The results of Applicants calculations and test as shown in Table 3 demonstrates that several transition metal carbides have properties that would permit them to perform as good as or better than tungsten as rocket engine liner material. In addition to the very high RIT values and melting points higher than tungsten, all of the materials shown in Table 3 are substantially less dense than tungsten. Lower density obviously is important in rocket design because this property means that the rocket can be made much lighter which reduces the work the rocket has to do and reduces costs.

The reader should note from Table 3 that reducing the carbon content in these metal carbides tends to improve various parameters.

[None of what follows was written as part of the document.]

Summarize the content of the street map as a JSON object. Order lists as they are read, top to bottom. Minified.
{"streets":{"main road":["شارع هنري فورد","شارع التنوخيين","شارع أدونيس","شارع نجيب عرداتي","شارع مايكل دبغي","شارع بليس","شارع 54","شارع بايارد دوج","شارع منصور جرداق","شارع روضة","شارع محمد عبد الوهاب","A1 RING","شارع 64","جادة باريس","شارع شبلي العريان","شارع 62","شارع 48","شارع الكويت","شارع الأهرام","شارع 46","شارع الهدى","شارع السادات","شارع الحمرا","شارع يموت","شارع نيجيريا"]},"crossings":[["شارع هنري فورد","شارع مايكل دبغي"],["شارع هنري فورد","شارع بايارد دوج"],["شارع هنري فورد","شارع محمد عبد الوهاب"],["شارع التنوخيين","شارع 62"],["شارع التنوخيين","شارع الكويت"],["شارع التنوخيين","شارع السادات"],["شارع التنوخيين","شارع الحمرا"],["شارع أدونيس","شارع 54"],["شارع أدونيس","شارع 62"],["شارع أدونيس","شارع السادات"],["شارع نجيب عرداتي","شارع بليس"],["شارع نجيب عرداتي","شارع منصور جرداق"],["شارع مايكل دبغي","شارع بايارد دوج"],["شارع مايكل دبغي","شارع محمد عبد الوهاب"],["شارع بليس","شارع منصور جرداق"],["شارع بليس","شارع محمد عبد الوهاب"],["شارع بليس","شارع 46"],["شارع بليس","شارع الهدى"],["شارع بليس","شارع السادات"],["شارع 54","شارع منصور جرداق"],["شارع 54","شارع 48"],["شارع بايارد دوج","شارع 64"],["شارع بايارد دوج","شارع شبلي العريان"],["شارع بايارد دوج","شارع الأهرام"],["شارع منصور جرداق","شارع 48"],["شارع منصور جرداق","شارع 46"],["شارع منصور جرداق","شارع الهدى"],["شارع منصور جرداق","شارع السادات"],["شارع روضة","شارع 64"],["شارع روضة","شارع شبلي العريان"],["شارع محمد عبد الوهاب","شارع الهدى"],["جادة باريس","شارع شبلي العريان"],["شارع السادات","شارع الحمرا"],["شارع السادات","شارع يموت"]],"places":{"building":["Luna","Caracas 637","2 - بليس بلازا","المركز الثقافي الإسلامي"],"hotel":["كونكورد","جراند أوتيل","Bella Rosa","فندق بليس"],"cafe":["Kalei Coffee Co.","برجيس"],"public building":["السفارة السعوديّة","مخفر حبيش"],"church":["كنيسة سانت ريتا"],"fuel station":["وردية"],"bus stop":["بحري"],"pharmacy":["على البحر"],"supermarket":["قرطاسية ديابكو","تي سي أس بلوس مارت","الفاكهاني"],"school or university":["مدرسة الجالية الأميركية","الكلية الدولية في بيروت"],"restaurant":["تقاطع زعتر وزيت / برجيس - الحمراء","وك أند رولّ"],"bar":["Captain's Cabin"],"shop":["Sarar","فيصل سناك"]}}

For example, although TaC (with equal concentrations of Ta and C) is an excellent liner material, Applicants have shown that much improved materials performance can be realized with careful attention to the metal to carbon ratios in the carbides of these transition metals. Applicants work has shown that reduction of the carbon-to-metal ratio results in:

• • 1. Reduction in elastic modulus (less strain is developed for the same stress).
  • 2. Increase in start of melting as compared to TaC_1.0.
  • 3. Increase in the RIT over TaC._1.0.
  • 4. Decreased ductile-brittle transition temperature (DBTT). Plasticity occurs at a lower temperature.
  • 5. Permits surface carburization to create compression stresses at surface of inserts to counter tension at outer parts of inserts.

Design Solutions

At low temperatures TaC and NbC are brittle. At high temperatures the materials become ductile. Therefore, rocket liner designs should take these features into account. In preferred liner designs Applicants propose the following general design solutions as preferred design techniques:

• • 1. Apply compression to counteract that expansion.
  • 2. Use an assemblage of carbide discs separated by graphite discs to permit free expansion.
  • 3. Shape the discs in the form of Belleville washers to permit flexing to relieve expansion strains.
  • 4. Contain the metal carbide elements by an external, ductile refractory metal ring (such as 90Ta-10W).
  • 5. Compress the metal carbide elements by a shrunk-fit ring of 90Ta-10W so that the Ta C_x elements are in initial compression.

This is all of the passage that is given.